Born in Turin, he joined the Genio Navale (the corps of the Regia Marina dedicated to shipbuilding) in 1878, and rose through the ranks until he became Major general in 1910. A collaborator of Italian admiral, naval engineer and politician Benedetto Brin, in 1899 he designed the Regina Elena-class battleships. He died in Rome.
Cuniberti is best known for an article he wrote for Jane's Fighting Ships in 1903, advocating a concept known as the "all-big-gun" fighting ship.
Up till then, the navies of the world built ships with a mixture of large and medium calibre guns. There was constant experimentation with calibres and layout.
The ship Cuniberti envisaged would be a "colossus" of the seas. His main idea was that this ship would carry only one calibre of gun, the biggest available, at the time 12 inch.
This heavily armoured colossus would be impervious to all but the 12-inch (305 mm) guns of the enemy. Cuniberti saw the enemy's small calibre guns as having no effect on his design. Cuniberti's "ideal ship" had twelve large calibre guns, and would have a significant advantage over the (usual) four of the enemy ship.
His ship would be fast, so that she could choose her point of attack.
Cuniberti saw this ship able to discharge such a heavy broadside, all of one large calibre, that she would engulf first one enemy ship, then move on to the next, and the next, disdainfully destroying an entire enemy fleet.

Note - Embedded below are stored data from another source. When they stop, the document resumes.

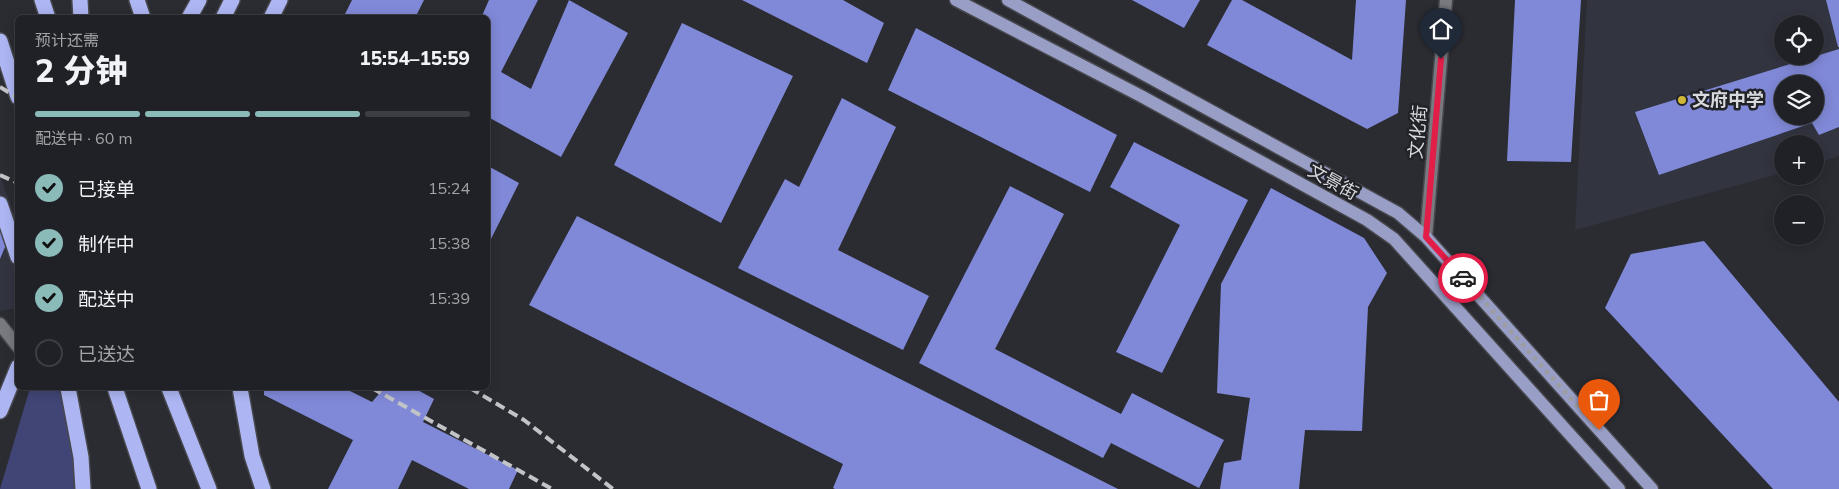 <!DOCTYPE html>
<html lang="zh">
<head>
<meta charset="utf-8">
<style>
  body { margin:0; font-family:Mulish,"Noto Sans SC",sans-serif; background:#2d2e32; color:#f1f3f6; height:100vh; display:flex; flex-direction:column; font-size:19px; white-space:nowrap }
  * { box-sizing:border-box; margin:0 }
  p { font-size:16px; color:#a2a3a7 }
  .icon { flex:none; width:28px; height:28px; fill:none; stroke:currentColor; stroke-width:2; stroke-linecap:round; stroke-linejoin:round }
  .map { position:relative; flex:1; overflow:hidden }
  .panel { position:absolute; left:15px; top:15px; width:475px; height:375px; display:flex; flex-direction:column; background:#202126; border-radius:8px; box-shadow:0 2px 12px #0003,0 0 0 1px #3d3e43 }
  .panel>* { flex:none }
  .buttons { position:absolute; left:1774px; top:15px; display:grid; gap:10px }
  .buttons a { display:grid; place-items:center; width:50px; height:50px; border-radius:50%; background:#202126; box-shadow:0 2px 12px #0003,0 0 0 1px #3d3e43; font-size:25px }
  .pin { position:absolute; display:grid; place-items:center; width:42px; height:42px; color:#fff; margin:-51px -21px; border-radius:50% 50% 50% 0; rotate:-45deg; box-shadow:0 0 5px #0007 }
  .pin .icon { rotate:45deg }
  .courier { position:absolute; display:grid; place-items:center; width:50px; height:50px; margin:-25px; border:4px solid #e11d48; border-radius:50%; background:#fff; color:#222; box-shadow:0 1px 6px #0007 }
  .overview em { font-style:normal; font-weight:800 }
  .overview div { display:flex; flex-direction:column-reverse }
  .overview { display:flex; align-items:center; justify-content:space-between; height:85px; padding:0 20px }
  h1 { font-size:32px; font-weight:800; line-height:38px }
  .bar { display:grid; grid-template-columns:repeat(4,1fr); gap:8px 5px; align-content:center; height:60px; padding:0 20px }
  .bar i { height:6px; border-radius:4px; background:#3d3e43 }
  .bar .on { background:#8bbbb9 }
  .bar p { grid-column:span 4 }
  ol { padding:0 20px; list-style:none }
  li { display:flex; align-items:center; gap:15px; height:55px }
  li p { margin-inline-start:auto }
  li .icon { padding:5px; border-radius:50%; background:#8bbbb9; color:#111; stroke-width:4 }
  li:last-child { color:#a2a3a7 }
  li i { width:28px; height:28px; border:2px solid #3d3e43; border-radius:50% }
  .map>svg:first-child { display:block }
</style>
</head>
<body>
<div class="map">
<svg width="1839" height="489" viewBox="0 0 1839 489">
  <rect width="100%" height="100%" fill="#2b2c32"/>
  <path fill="#323440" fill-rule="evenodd" d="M1587 0H1839V156L1815 164V144H1782V173L1575 230ZM1782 24H1815V56H1782ZM1782 84H1815V116H1782Z
    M0 175 18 227 17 308 0 311Z"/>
  <path fill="#404575" d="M30 388H66L72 427 74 489H0Z"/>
  <path fill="#8089d7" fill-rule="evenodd" d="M352 0H424L415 18H343Z
    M489 0H538L501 72 531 89 569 0 628 33 561 157 488 117V18H481Z
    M742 0H843L884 23 867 63Z
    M1132 0H1200L1184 28Z
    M1232 0H1242L1352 60 1356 0H1406L1398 113 1367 129 1207 45Z
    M1515 0H1581L1571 162 1507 161Z
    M1826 0H1839V47H1838Z
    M682 23 793 76 721 223 614 165Z
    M916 28 1117 135 1090 192 888 90Z
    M1839 49V127L1819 135 1812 123 1659 175 1635 112ZM1782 84H1815V116H1782Z
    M842 98 896 127 838 250 929 296 903 350 738 268 785 179 799 187Z
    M1134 142 1248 200 1162 373 1116 352 1180 225 1110 187Z
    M488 166 519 183 490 241 488 240Z
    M1010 186 1064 214 995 349 1121 414 1132 393 1224 440 1199 488 1111 443 1103 458 919 363Z
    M1271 188 1364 238 1387 273 1368 307 1362 431 1305 430 1299 489H1220L1224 463 1241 460 1250 398 1217 393 1221 284Z
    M577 216 1118 489H835L833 488 843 464 529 305Z
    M0 221 13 228 0 259Z
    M1704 241 1839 402V489H1773L1605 308 1631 254Z
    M264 388H344L372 402 384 388H414L434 399 423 422 518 470 509 489H469L412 460 398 489H328L353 440 264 395Z"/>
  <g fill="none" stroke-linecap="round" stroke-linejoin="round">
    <defs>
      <path id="minor" d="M1426 237 1446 0
        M0 324 18 347"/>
      <path id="major" d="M956 0 1141 96 1367 220 1394 239 1619 489
        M1008 0 1398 213 1426 237 1652 489"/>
      <path id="highway" d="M42 0 48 18
        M80 0 81 18
        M137 0 143 18
        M189 18 199 0
        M223 18 232 0
        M271 18 280 0
        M0 41 18 97
        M0 204 18 257
        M68 388 81 457 83 489
        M115 388 149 489
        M169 388 209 489
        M240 388 252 456 263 489
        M0 411 18 367"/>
    </defs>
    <use href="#minor" stroke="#47484d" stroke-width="15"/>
    <use href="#major" stroke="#47484d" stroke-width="15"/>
    <use href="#highway" stroke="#47484d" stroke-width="18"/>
    <use href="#minor" stroke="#797a81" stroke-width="12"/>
    <use href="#major" stroke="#989ec5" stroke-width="12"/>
    <use href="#highway" stroke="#adb6f3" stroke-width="15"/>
    <path stroke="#c3c4c8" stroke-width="4" stroke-dasharray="10 5" stroke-linecap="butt" d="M0 87 18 98
      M0 175 18 183
      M372 388 552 489
      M470 388 524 420 613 489"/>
  </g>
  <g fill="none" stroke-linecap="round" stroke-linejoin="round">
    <path stroke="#9c9da2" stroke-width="5" stroke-dasharray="0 9" d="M1463 278 1599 430"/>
    <path stroke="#e11d48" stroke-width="6" d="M1441 59 1426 237 1463 278"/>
  </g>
  <circle fill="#d1b736" stroke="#222328" stroke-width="2" cx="1682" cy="100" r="5"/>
  <g text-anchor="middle" stroke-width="5" stroke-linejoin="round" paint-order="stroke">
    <g font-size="18" font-weight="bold" fill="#d9dade" stroke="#222328" text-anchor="start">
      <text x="1692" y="106">文府中学</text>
    </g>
    <g font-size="18" fill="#d9dade" stroke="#222328">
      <text transform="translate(1418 132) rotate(-85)" y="6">文化街</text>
      <text transform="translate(1333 182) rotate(29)" y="6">文景街</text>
    </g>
  </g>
</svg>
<div class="buttons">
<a><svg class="icon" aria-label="locate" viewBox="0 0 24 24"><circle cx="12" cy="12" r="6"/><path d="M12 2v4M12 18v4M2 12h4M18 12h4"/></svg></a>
<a><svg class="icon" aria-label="layers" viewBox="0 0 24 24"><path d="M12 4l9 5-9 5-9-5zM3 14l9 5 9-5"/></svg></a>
<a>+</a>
<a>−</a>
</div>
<div class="pin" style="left:1599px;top:430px;background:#ea580c"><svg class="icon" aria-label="bag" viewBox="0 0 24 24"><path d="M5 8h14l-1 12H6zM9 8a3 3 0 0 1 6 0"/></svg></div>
<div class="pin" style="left:1441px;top:59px;background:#1f2937"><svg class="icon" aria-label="home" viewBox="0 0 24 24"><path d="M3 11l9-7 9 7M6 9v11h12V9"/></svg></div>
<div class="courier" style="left:1463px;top:278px"><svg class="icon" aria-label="car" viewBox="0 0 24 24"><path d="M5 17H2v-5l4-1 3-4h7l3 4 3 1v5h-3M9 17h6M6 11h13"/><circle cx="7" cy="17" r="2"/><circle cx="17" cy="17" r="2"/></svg></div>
<section class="panel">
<div class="overview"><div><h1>2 分钟</h1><p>预计还需</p></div><em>15:54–15:59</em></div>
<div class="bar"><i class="on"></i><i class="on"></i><i class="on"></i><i></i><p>配送中 · 60 m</p></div>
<ol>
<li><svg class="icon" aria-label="check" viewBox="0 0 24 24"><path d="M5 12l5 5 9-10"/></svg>已接单<p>15:24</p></li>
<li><svg class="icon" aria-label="check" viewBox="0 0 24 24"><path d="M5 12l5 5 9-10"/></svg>制作中<p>15:38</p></li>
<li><svg class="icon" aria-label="check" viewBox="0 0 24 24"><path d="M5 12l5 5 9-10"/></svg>配送中<p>15:39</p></li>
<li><i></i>已送达</li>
</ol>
</section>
</div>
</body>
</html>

He conjectured that the effect of a squadron of, say, six "colossi" would give a fleet such overwhelming power as to deter all possible opponents.
Naturally, there was a cost for such a ship. Part of Cuniberti's contention was that this colossus was available only to a "navy at the same time most potent and very rich".
Cuniberti proposed a design based on his ideas to the Italian government. The Italian government declined for budgetary reasons, but gave Cuniberti permission to write the article for Jane's Fighting Ships.